--- START ---

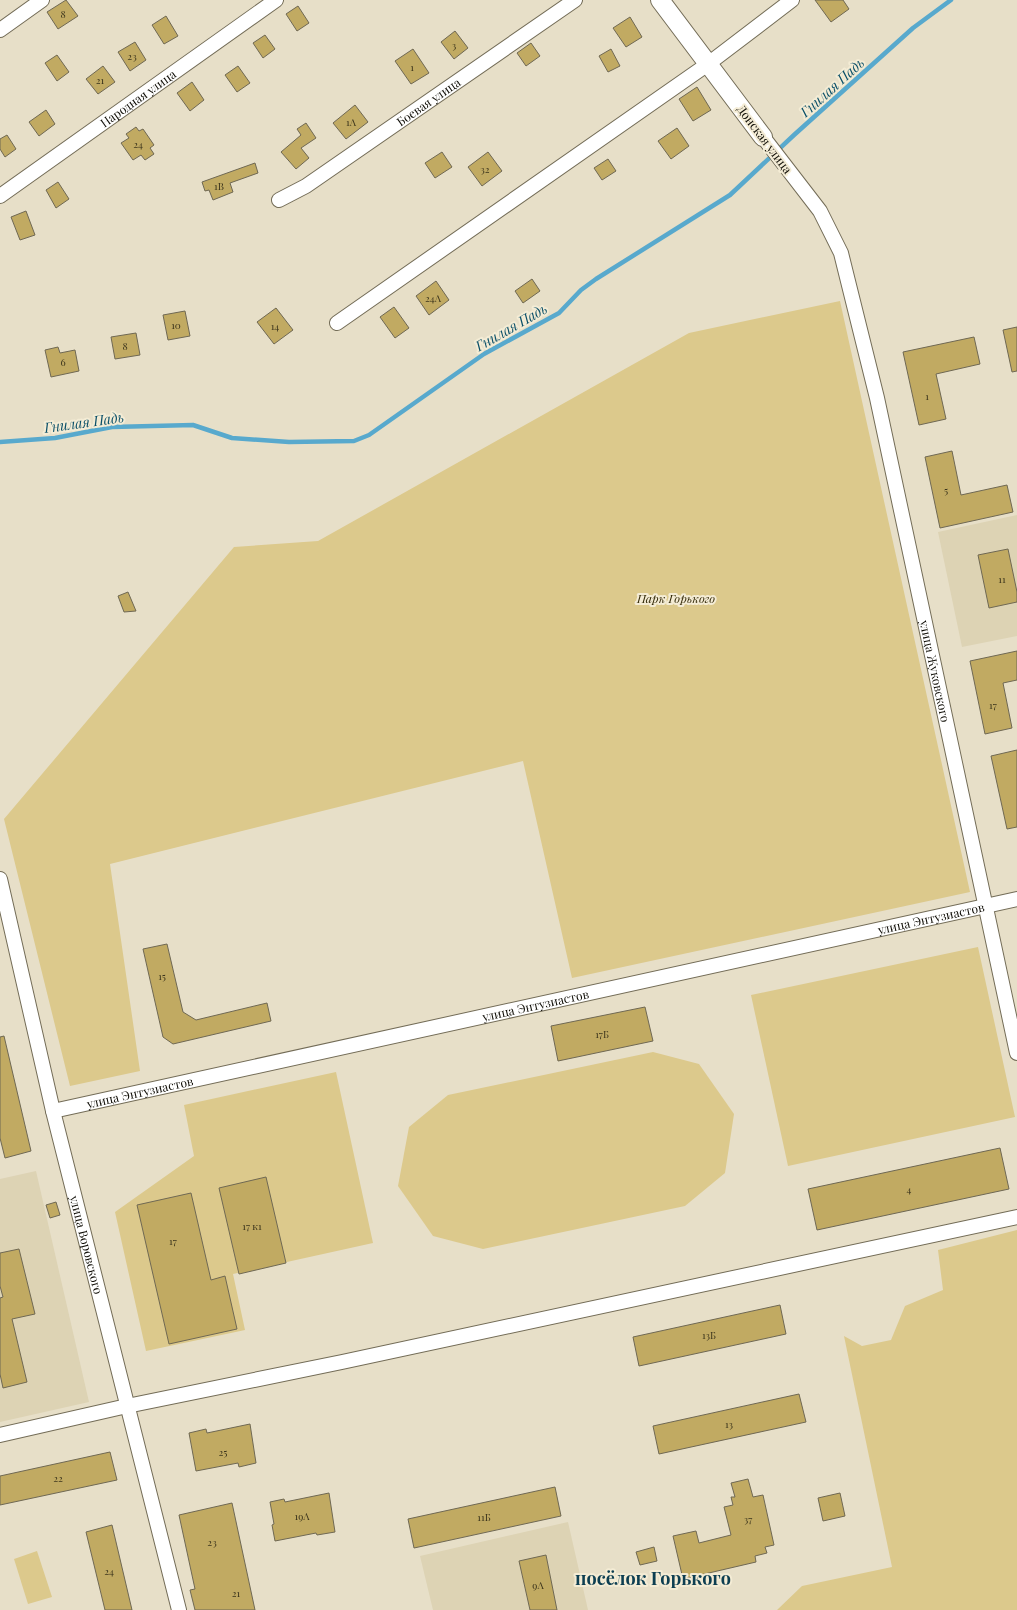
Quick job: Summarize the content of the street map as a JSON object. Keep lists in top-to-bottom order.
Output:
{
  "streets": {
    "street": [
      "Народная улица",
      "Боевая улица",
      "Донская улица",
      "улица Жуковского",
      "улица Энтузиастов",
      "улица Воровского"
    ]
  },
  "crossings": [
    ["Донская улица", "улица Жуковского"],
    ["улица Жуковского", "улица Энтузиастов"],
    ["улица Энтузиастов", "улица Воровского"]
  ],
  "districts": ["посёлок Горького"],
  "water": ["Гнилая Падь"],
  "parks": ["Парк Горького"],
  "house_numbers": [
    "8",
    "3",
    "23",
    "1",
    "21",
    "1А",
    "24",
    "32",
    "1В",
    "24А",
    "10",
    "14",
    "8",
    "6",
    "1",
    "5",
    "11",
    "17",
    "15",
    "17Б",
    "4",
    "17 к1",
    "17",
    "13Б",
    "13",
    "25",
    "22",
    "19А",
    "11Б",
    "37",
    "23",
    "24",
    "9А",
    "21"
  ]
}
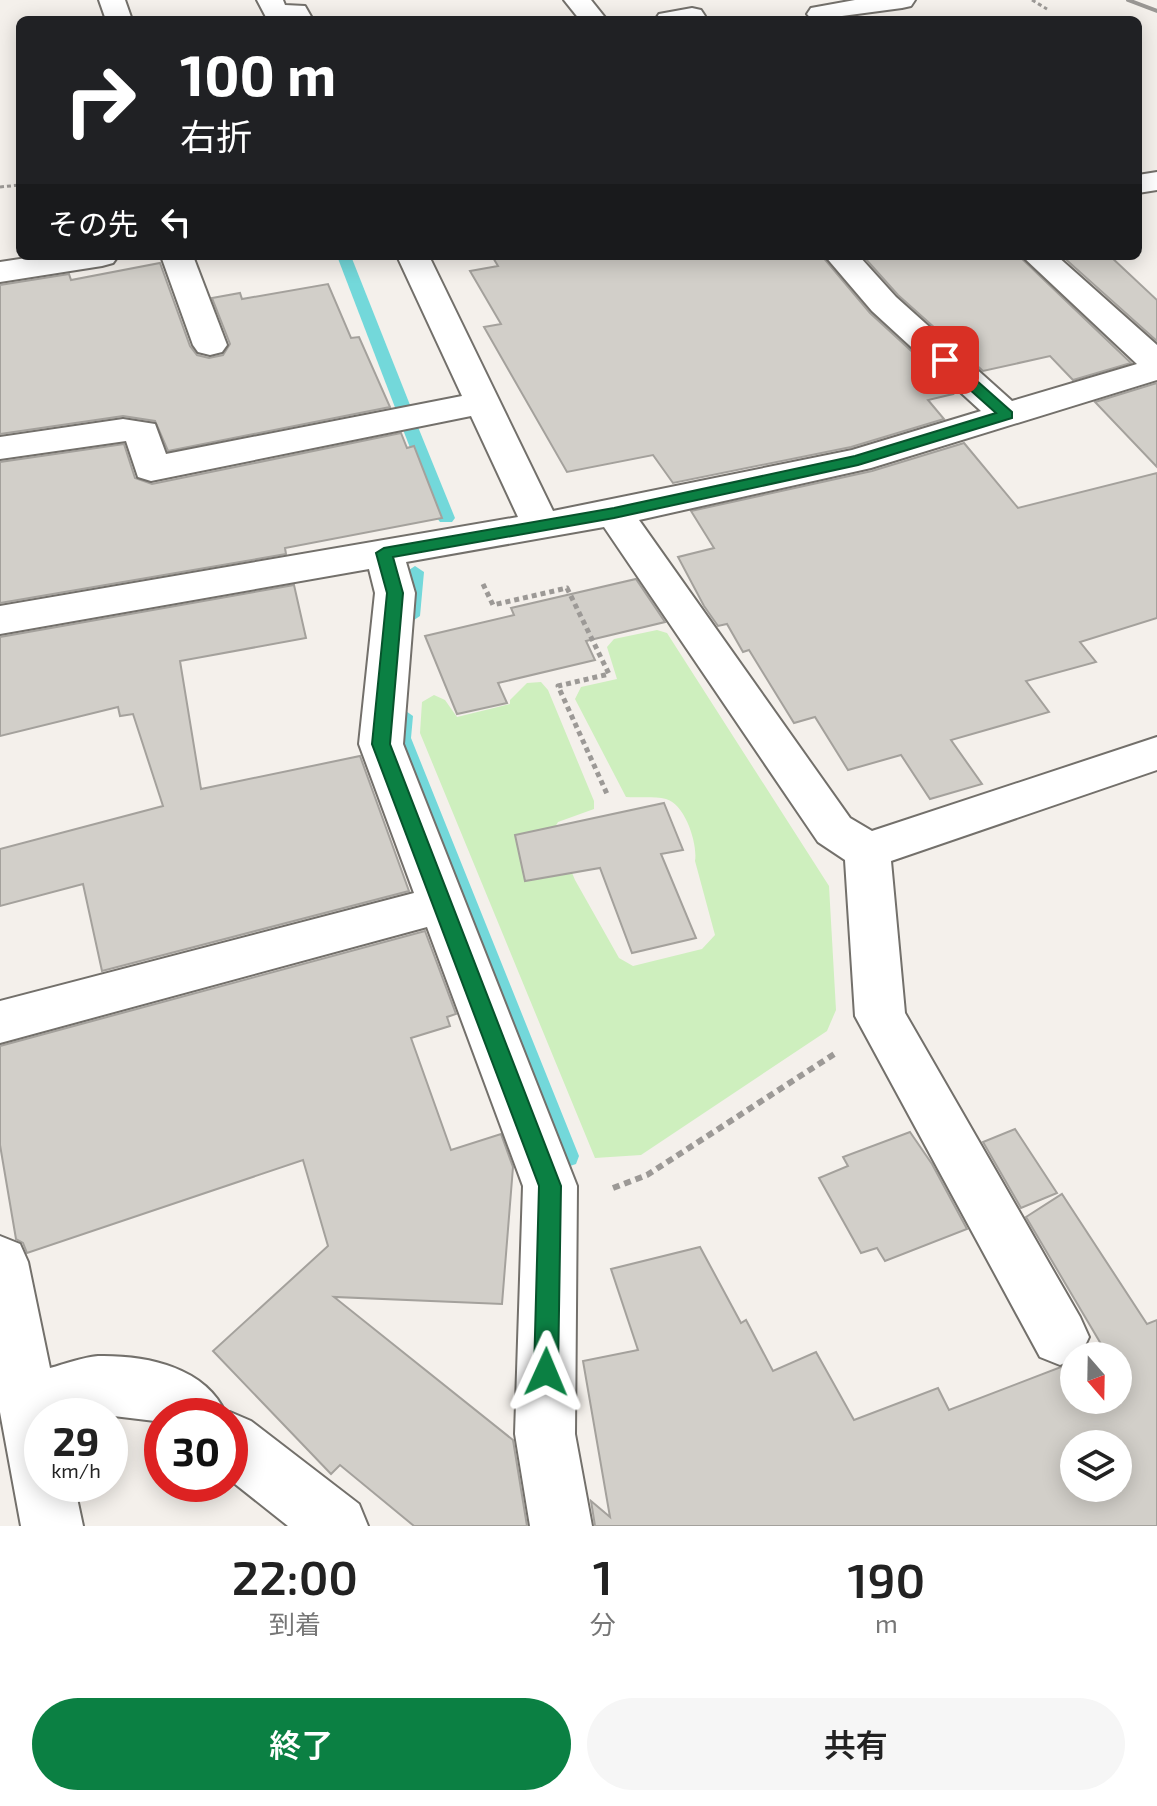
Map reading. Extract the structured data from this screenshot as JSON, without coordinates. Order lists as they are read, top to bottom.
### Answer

--- END ---
--- START ---

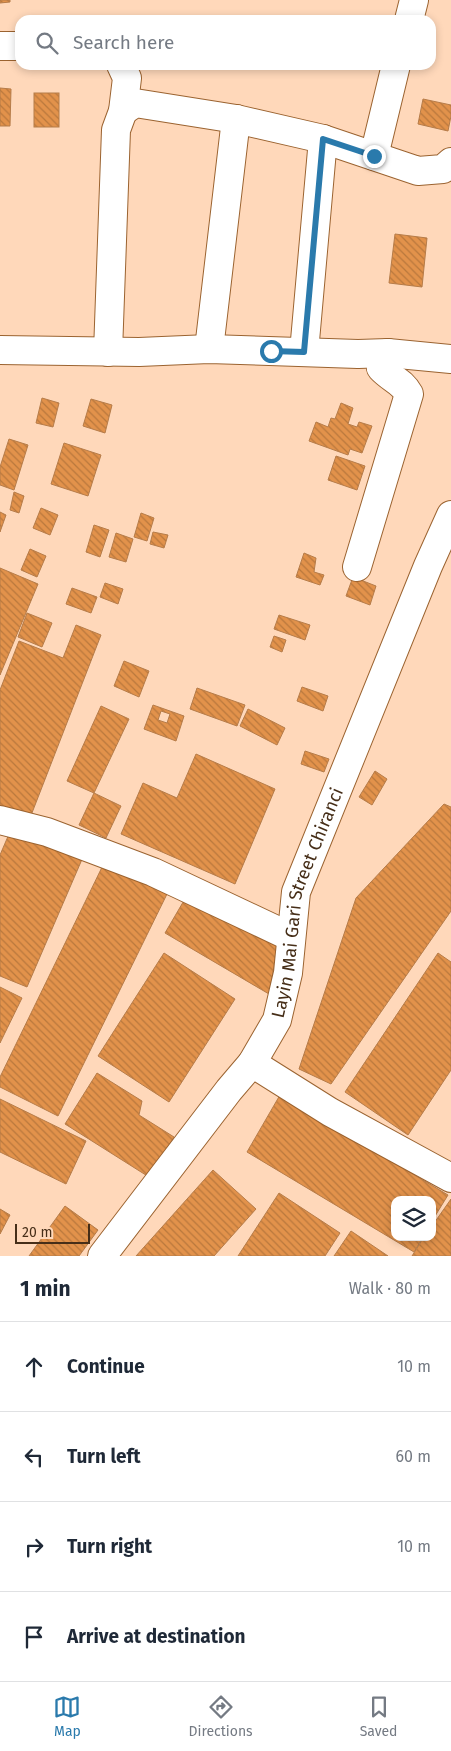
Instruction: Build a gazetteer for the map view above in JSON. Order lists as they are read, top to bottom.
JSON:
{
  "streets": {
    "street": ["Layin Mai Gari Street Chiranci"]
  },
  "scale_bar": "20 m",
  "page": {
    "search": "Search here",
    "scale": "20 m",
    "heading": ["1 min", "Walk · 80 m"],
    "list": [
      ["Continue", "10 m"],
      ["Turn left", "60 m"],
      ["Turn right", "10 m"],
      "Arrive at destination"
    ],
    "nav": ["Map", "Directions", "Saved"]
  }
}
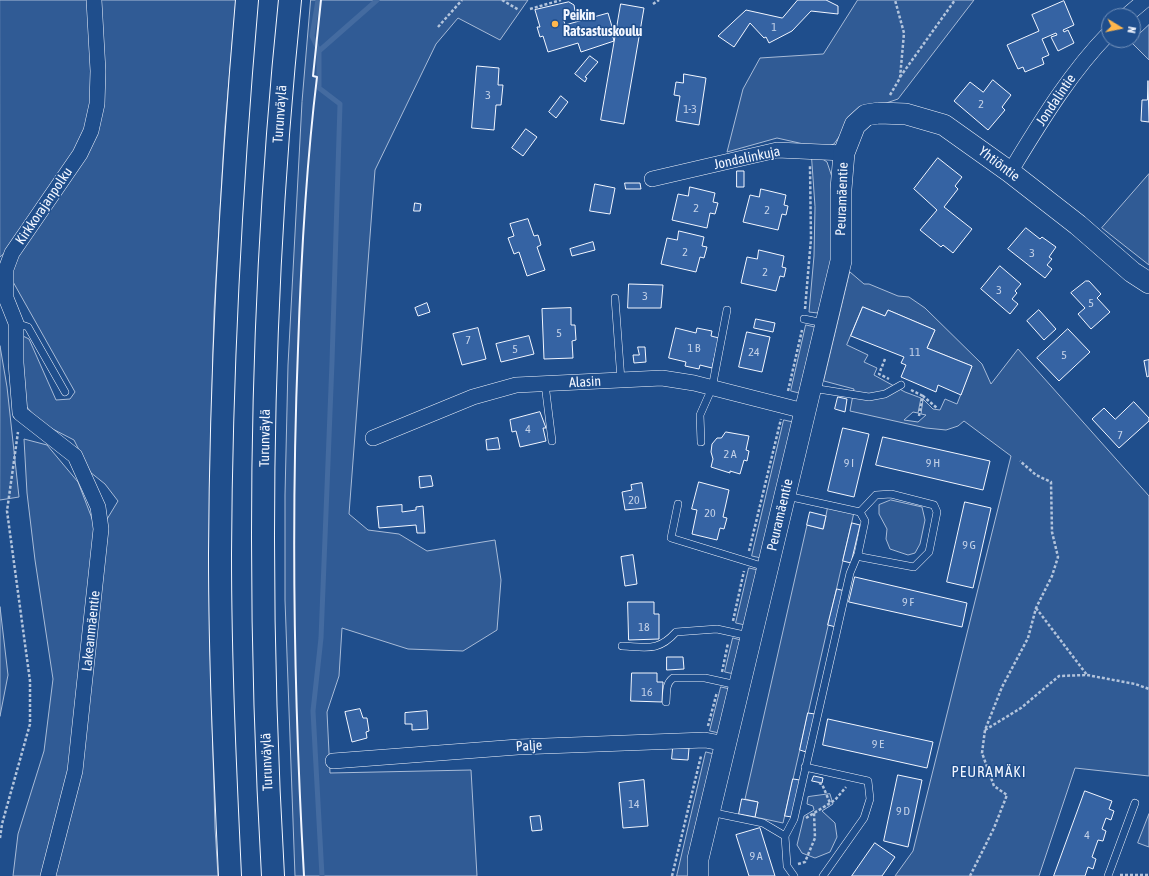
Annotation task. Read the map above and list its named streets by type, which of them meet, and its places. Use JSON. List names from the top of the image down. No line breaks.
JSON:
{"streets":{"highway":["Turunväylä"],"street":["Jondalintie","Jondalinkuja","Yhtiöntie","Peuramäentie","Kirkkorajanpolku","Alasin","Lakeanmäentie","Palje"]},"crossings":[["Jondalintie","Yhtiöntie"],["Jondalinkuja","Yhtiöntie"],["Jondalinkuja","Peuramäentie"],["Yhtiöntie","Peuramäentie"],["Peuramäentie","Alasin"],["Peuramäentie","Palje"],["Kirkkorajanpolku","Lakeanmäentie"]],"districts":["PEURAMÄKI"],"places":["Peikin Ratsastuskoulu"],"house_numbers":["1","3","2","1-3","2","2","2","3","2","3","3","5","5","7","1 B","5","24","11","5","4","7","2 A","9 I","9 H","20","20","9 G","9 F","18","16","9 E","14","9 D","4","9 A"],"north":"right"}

--- END ---

Reproduce each line of the material in which the string "from" occurs.

Map reading. Extract the structured data from this screenshot as JSON, without coordinates. Order lists as they are read, top to bottom.
Annotation task. Read the map above and list its named streets by type, which of them meet, and its places. Use JSON. List names from the top of the image down. No line breaks.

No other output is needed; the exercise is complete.